**Input data**
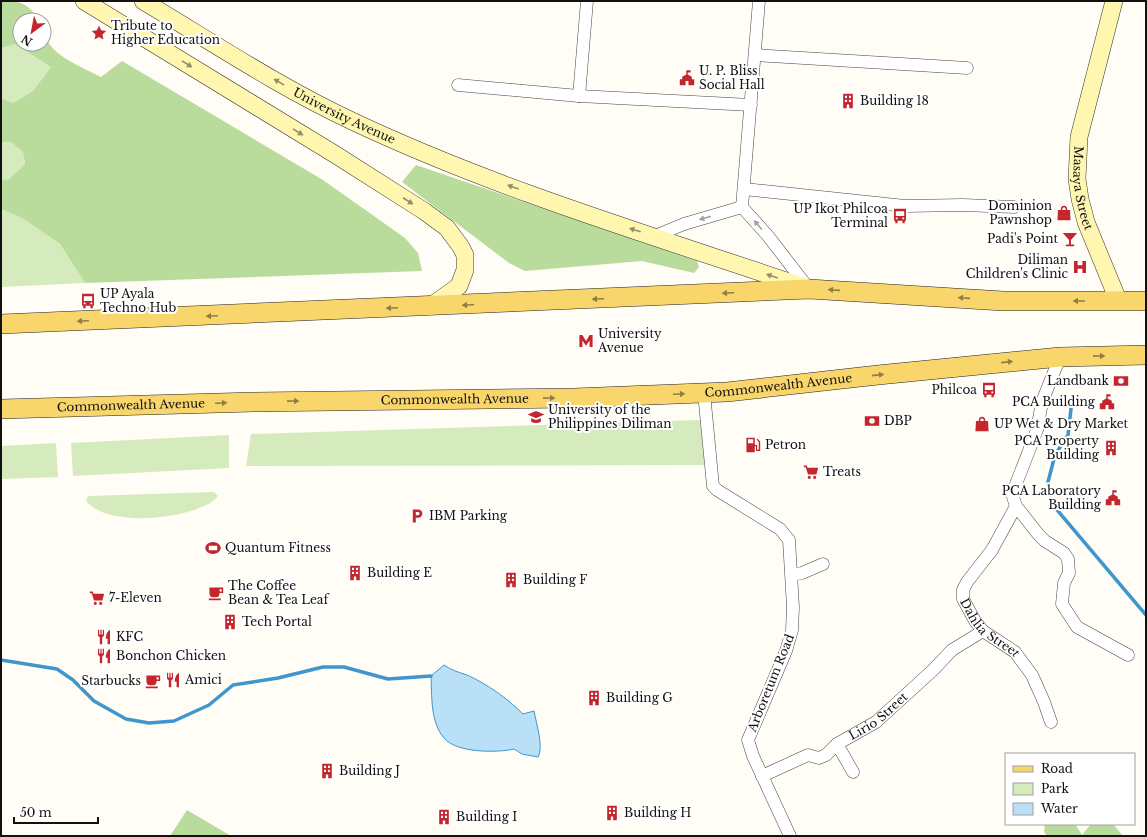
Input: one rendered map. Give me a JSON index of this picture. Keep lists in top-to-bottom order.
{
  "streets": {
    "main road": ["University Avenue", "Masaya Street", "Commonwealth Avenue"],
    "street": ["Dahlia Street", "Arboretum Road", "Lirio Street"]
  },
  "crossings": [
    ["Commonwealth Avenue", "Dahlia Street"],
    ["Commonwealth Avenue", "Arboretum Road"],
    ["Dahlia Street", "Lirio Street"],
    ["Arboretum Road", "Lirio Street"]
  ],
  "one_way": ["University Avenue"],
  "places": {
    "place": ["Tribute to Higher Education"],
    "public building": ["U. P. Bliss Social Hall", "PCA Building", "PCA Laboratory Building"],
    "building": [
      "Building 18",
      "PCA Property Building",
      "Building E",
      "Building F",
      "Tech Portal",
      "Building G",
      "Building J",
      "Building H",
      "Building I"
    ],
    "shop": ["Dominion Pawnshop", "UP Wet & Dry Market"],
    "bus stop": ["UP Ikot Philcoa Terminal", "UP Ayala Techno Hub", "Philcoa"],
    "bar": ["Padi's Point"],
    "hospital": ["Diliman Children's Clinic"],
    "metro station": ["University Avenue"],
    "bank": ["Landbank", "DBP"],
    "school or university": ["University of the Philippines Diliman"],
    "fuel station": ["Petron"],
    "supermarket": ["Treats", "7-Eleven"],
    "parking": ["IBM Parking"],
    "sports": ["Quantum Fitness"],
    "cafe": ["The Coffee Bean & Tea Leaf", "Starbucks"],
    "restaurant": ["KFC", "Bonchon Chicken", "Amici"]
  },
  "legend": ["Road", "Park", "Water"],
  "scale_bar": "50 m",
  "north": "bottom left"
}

**Aim of the task**
Write down how many lines of the data above contain the string "Arboretum", and include nothing besides that number.

**Solution**
3